The better-than-expected Eurozone ZEW economic sentiment survey yesterday set off a bout of nerves for the US dollar as the market juggles between a weakening European economy and a clearly still-anaemic US economy. Over the last few weeks, the market has been reacting to "re-coupling" global economic conditions, which put the poor US economy in good company. But the ZEW survey probably reminded the market that the relative difference between the US and the rest of the world isn't necessarily shifting in favour of the US economy. Additionally, data from the US housing sector continues to suggest the lingering woes from that front. Housing starts came in at 965k in July, falling from the 1084k in June, and permits fell to 937k (consensus 970k, UBSe 950k) from 1138k. The rebound in fuel prices also weighed on the USD. We however do not think the USD relief rally is over. With incremental risk to global growth from weakening growth data from Europe will continue to put a floor on the USD in our view. The US PPI data released yesterday also reminded the market of the lingering inflationary pressure - core PPI rose 0.7% m/m (after 0.2%) in July, well above the 0.2% consensus forecast - although this data would not have captured the full extent of the recent fall in fuel prices.
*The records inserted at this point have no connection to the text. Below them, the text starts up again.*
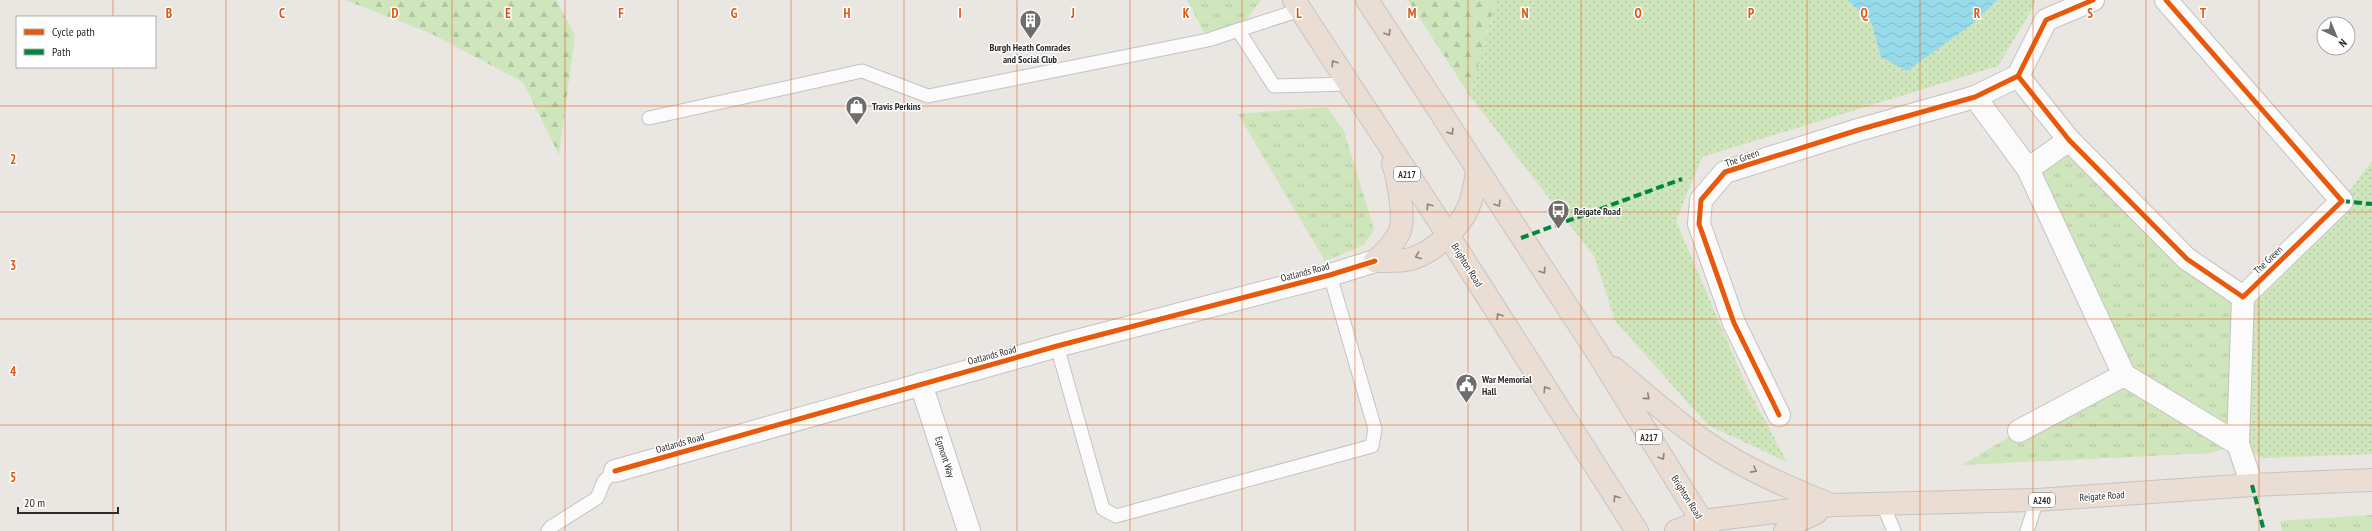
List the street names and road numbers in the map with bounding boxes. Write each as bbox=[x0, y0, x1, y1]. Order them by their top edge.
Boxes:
street label: The Green bbox=[1723, 146, 1761, 170]
road number: A217 bbox=[1394, 167, 1420, 181]
street label: Brighton Road bbox=[1449, 241, 1485, 289]
street label: The Green bbox=[2251, 243, 2285, 277]
street label: Oatlands Road bbox=[1279, 259, 1331, 285]
street label: Oatlands Road bbox=[966, 342, 1018, 368]
street label: Oatlands Road bbox=[654, 430, 706, 456]
road number: A217 bbox=[1636, 430, 1662, 444]
street label: Egmont Way bbox=[932, 435, 958, 480]
street label: Brighton Road bbox=[1669, 473, 1705, 521]
street label: Reigate Road bbox=[2079, 488, 2125, 504]
road number: A240 bbox=[2029, 493, 2055, 507]

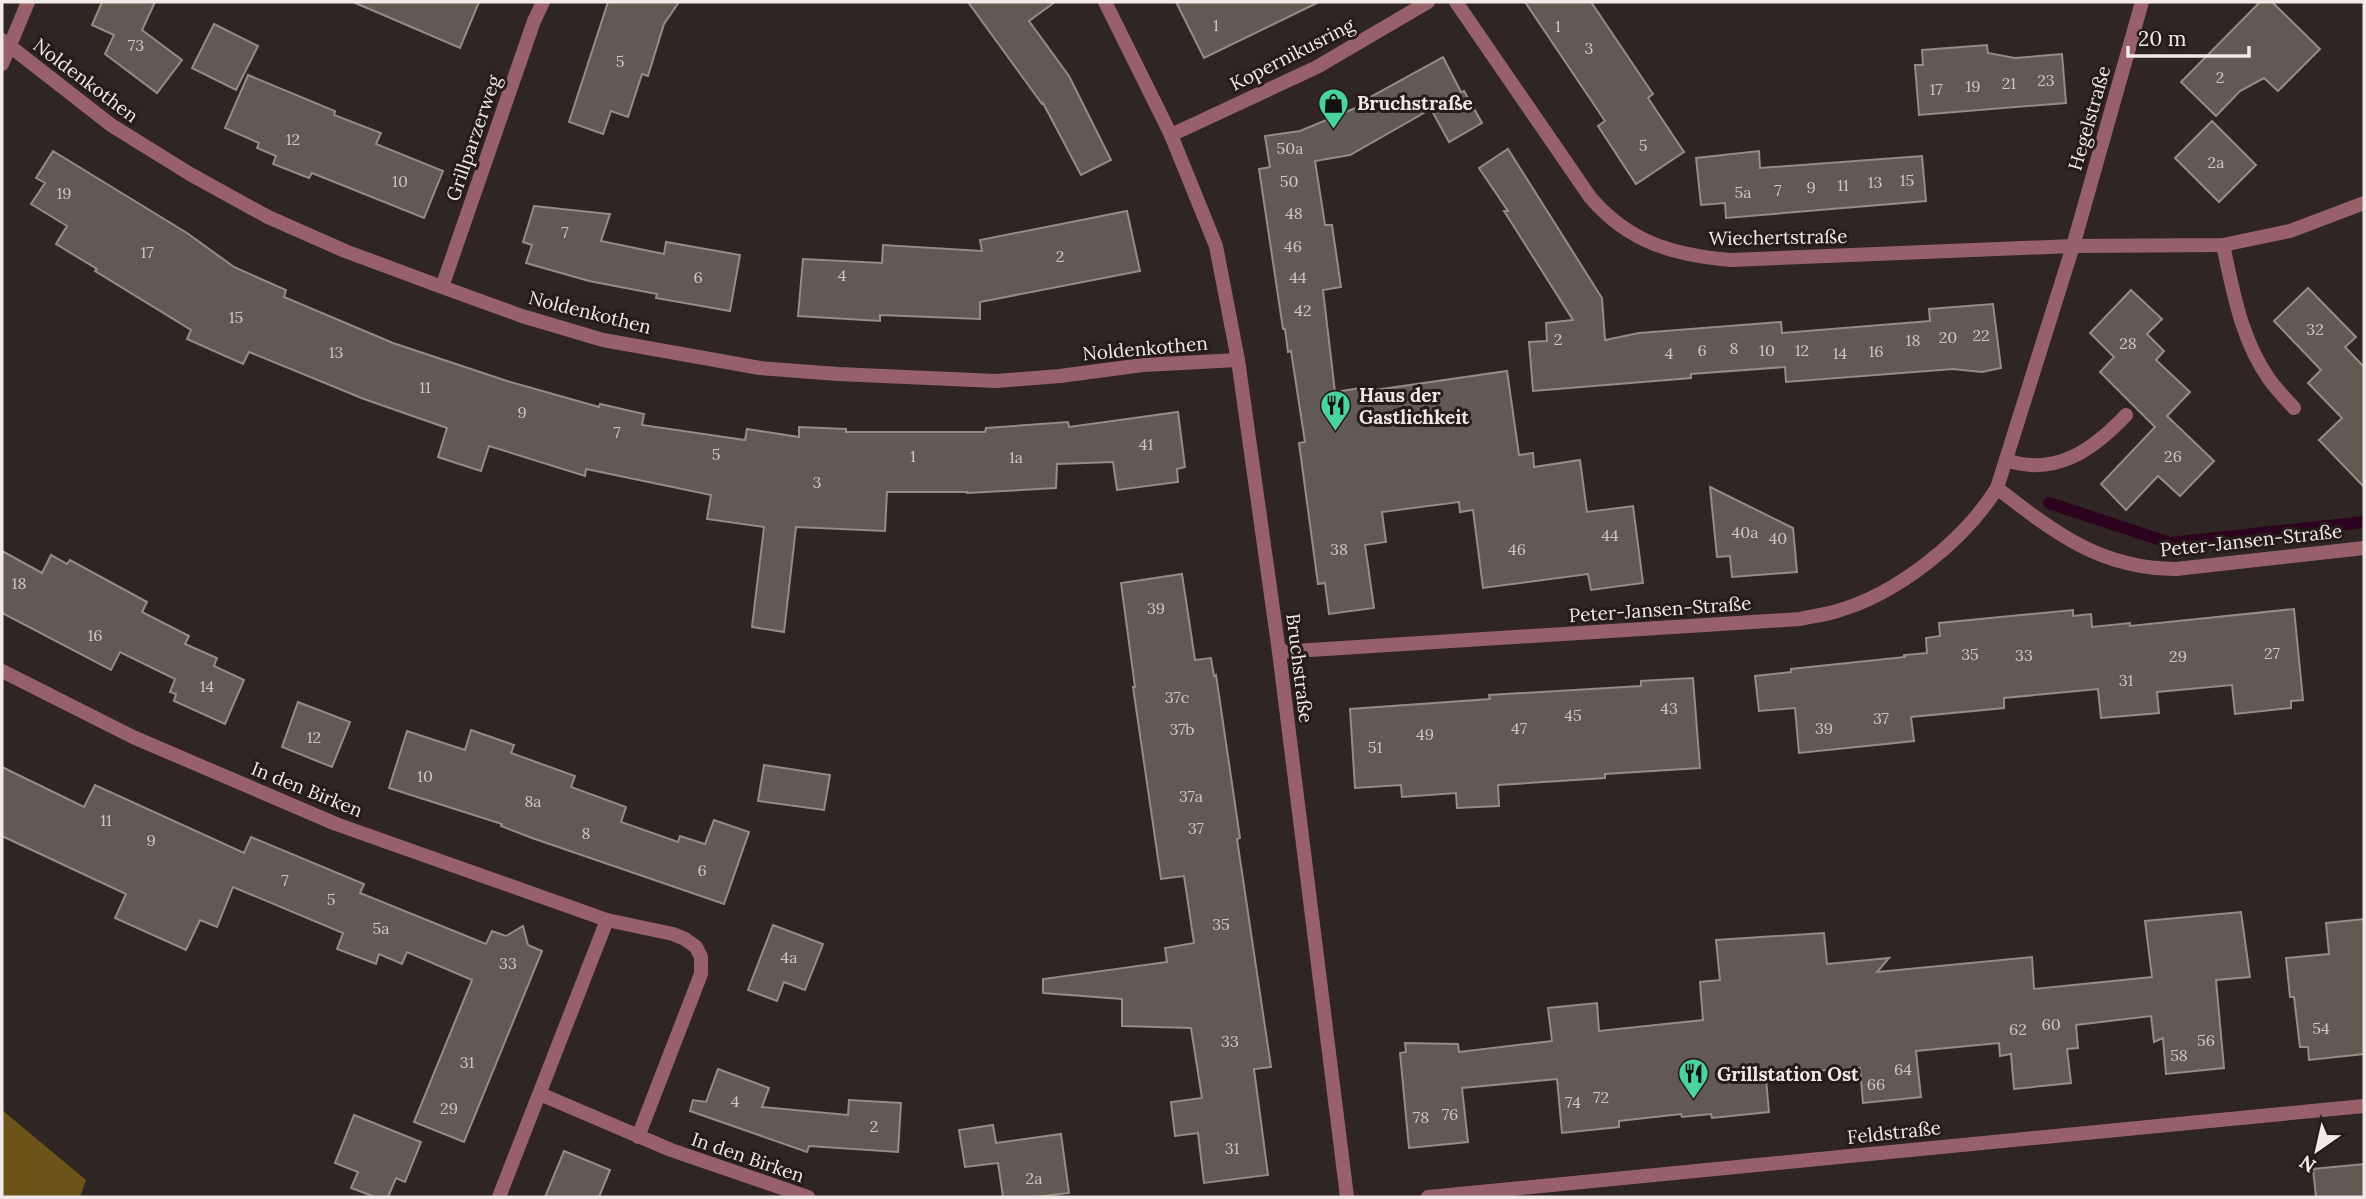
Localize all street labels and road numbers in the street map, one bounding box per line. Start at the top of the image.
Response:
street label: Kopernikusring [1226,12,1359,96]
street label: Noldenkothen [29,33,143,127]
street label: Hegelstraße [2063,63,2115,173]
street label: Grillparzerweg [440,71,506,204]
street label: Wiechertstraße [1708,224,1848,250]
street label: Noldenkothen [526,285,654,339]
street label: Noldenkothen [1081,331,1209,365]
street label: Peter-Jansen-Straße [2159,519,2343,561]
street label: Peter-Jansen-Straße [1568,591,1752,627]
street label: Bruchstraße [1281,612,1319,724]
street label: In den Birken [248,756,366,822]
street label: Feldstraße [1846,1115,1942,1149]
street label: In den Birken [688,1126,808,1188]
But the US stocks did not savour the hawkish stance in both Federal Reserve Fischer and Lacker's comments yesterday, both calling for the Fed to remain vigilant to keep inflation at bay.
More housing related data is due today with the release of the mortgage applications numbers for the week of August 15. Application data though has deceivingly outperformed actual sales numbers in recent months and are likely to be ignored. Minneapolis Fed President Stern will be interviewed on Bloomberg TV at 1830 GMT.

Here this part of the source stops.